References Configuration
Before you can pull data from a data model into Excel using the NecAccess formula, you need to create a reference. A reference maps a short name to a specific data model and the environment it should retrieve data from. It also tells the Add-in how to cache that data, which has a direct impact on how fast your formulas calculate.
Without a properly configured reference, the NecAccess formula has no way of knowing which data model to connect to or where to get the data from. Create one reference per data model you need to access. There is no limit on how many references a single Excel file can have.
Access References Configuration from the Add-ins tab.
Understand references, cache, and performance
Every reference you create feeds into the Add-in's caching system. When a formula runs for the first time, the cache stores the result. The next time Excel recalculates, the Add-in reads from the cache instead of going back to the data model. This is what makes recalculations fast.
Fewer, broader references generally perform better than many small ones. A single large cache is more efficient to build and reuse than several smaller ones running separately. In most cases, one reference per data model is the right approach. You can try different configurations to find what works best for your file, or use the Cache Optimizer to get a recommendation.
Some types of logic can slow down cache generation regardless of how your references are set up. Expect slower performance when cached fields include:
- Exclusion logic such as
ExclusionorNOT(for example,Account NOT 40000) - Alphanumeric ranges (for example,
Company between AAAA and BBBB) - Date filters (for example,
2019-01-01)
If your reference uses the Sage Intacct data source, at least one dimension must match a filter used in your formula. See Sage Intacct Real Time Formula Errors for a list of errors you may encounter.
Create a reference
The dimensions you select when creating a reference directly shape how the cache is built. Choosing the right dimensions focuses the cache on exactly the values your formulas need, which avoids unnecessary overhead and keeps calculations fast.
- Click Add.
- Select the Data Model you want to access.
- Choose the Environment the reference should use.
- Select one or more Dimensions where values are expected to change across your formulas.
- Enter a short, descriptive name in the Reference field.
- Click Ok.
- Select the reference and click Ok to close the window.
Calculate the sum of sales for a year
Your report calculates the Sum of Sales for a specific Product during the Current Year. When the formula runs, the cache does not just store that one result. It pre-calculates additional values in advance so future calculations load faster.
Option 1 — Every product, current year only
Pre-calculates sales for every product, locked to the current year. Best when your report switches between different products.
Option 2 — Selected product, all years
Pre-calculates sales across all years for the product your formula uses. Best when your report compares data over time.

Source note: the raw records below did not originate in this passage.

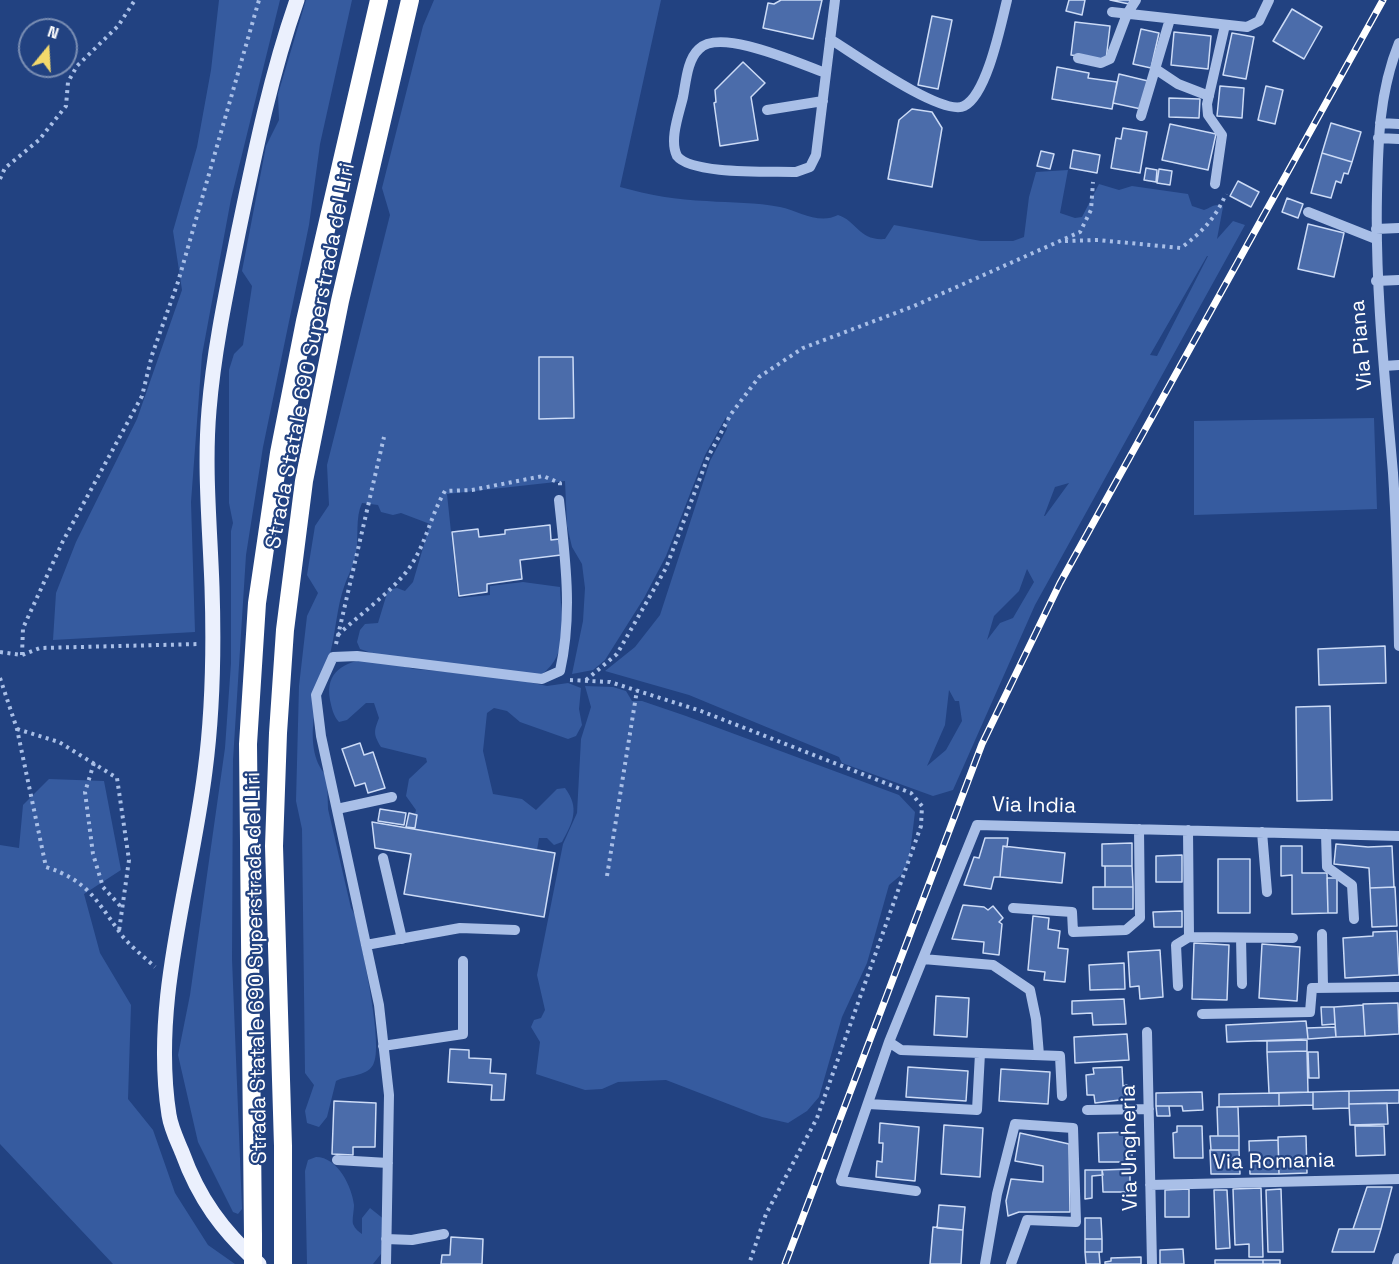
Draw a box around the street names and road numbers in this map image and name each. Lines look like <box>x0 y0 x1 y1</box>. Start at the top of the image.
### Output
street label: Strada Statale 690 Superstrada del Liri <box>261 161 361 551</box>
street label: Via Piana <box>1346 299 1378 391</box>
street label: Strada Statale 690 Superstrada del Liri <box>241 772 273 1164</box>
street label: Via India <box>992 793 1076 819</box>
street label: Via Ungheria <box>1116 1085 1144 1211</box>
street label: Via Romania <box>1213 1148 1335 1176</box>

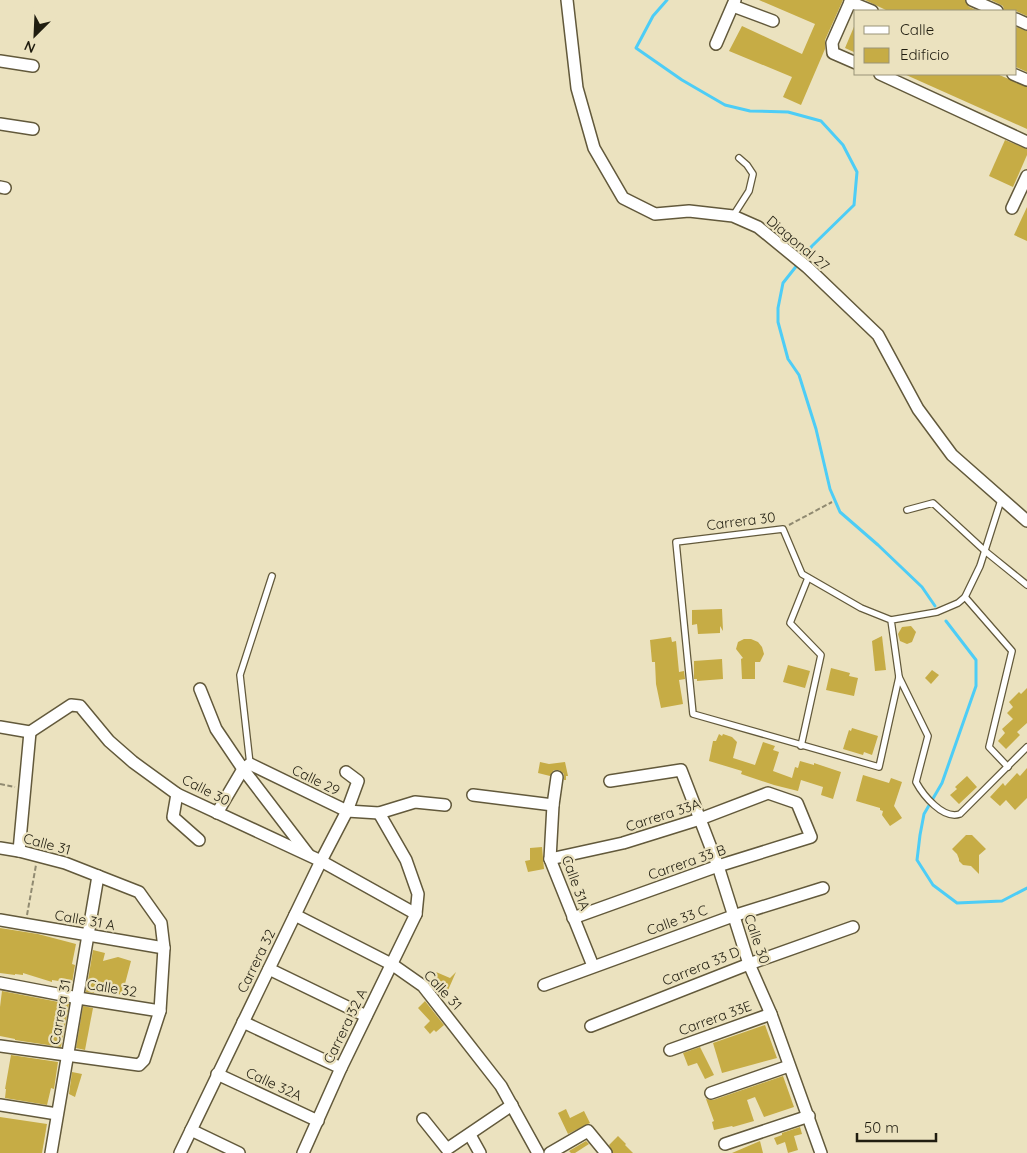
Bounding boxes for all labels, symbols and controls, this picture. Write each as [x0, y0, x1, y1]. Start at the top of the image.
north arrow [10, 10, 60, 60]
legend [854, 10, 1017, 75]
text: Calle [900, 20, 934, 39]
text: N [21, 37, 38, 57]
text: Edificio [900, 45, 949, 64]
street label: Diagonal 27 [763, 211, 833, 275]
street label: Carrera 30 [706, 508, 776, 534]
street label: Calle 29 [289, 761, 343, 799]
street label: Calle 30 [179, 770, 233, 810]
street label: Carrera 33A [623, 794, 703, 836]
street label: Calle 31 [21, 829, 73, 859]
street label: Carrera 33 B [646, 840, 728, 884]
street label: Calle 31A [558, 853, 594, 913]
street label: Calle 33 C [644, 901, 710, 939]
street label: Calle 31 A [53, 906, 117, 934]
street label: Calle 30 [740, 912, 774, 966]
street label: Carrera 32 [233, 926, 279, 996]
street label: Carrera 33 D [660, 942, 742, 990]
street label: Calle 31 [420, 966, 466, 1014]
street label: Calle 32 [86, 975, 139, 1001]
street label: Carrera 31 [45, 978, 75, 1046]
street label: Carrera 32 A [319, 985, 371, 1067]
street label: Carrera 33E [676, 997, 754, 1039]
street label: Calle 32A [243, 1063, 305, 1105]
scale bar [857, 1110, 936, 1142]
text: 50 m [864, 1118, 899, 1137]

Option 3 — Every product, every year
Pre-calculates everything. Covers all possible combinations but takes the longest to generate and uses the most resources.
The dimensions you select tell the cache which direction to expand. The cache pre-calculates only what your Excel file actually needs, so picking the right dimension keeps calculations fast without unnecessary overhead.
Set data model parameters
Data model parameters let you control what data a formula retrieves without editing the formula itself. For example, you can set the value 7 for the Month parameter of the Budget Entry data model. That value is then passed to the variable $$month inside SQL scripts in the Data Model Designer. You can update parameters directly in the Add-in without logging out, and changes apply immediately the same way they do in SEI.
When to set data model parameters
- Adjusting results for a specific period without editing any formula directly in the Excel file.
- Testing different scenarios by swapping parameter values to compare results across different conditions.
Steps
- Select Set Data Model Parameters.
- Update the Value column for each parameter you want to change.
- To bypass the parameter screen entirely, select Skip.
- Click Ok to apply. This clears the cache and refreshes worksheet data.
Execute stored procedures
Stored procedures are predefined database operations configured in SEI. You can trigger them directly from the Excel Add-in without logging out, and pass parameter values the same way you would from the main interface. This is useful when you need to run a backend operation, such as updating a budget or triggering a data refresh, as part of your Excel workflow.
When to execute stored procedures
- Triggering a backend operation from Excel without switching to SEI.
- Passing specific values to a procedure to control exactly what it does when it runs.
Some stored procedures support ranges. When available, the Value (To) column becomes active and lets you define an upper boundary for the parameter, for example from month 1 to month 6.
Steps
- Select Execute Stored Procedure.
- Update the Value (From) column for each parameter you want to change. Required parameters are marked with an exclamation icon. Select the prompt icon to pick from a list of available values.
- If the stored procedure supports ranges, update the Value (To) column as well.
- To leave a value unchanged, click Skip.
- Click Ok to apply. This clears the cache and refreshes worksheet data.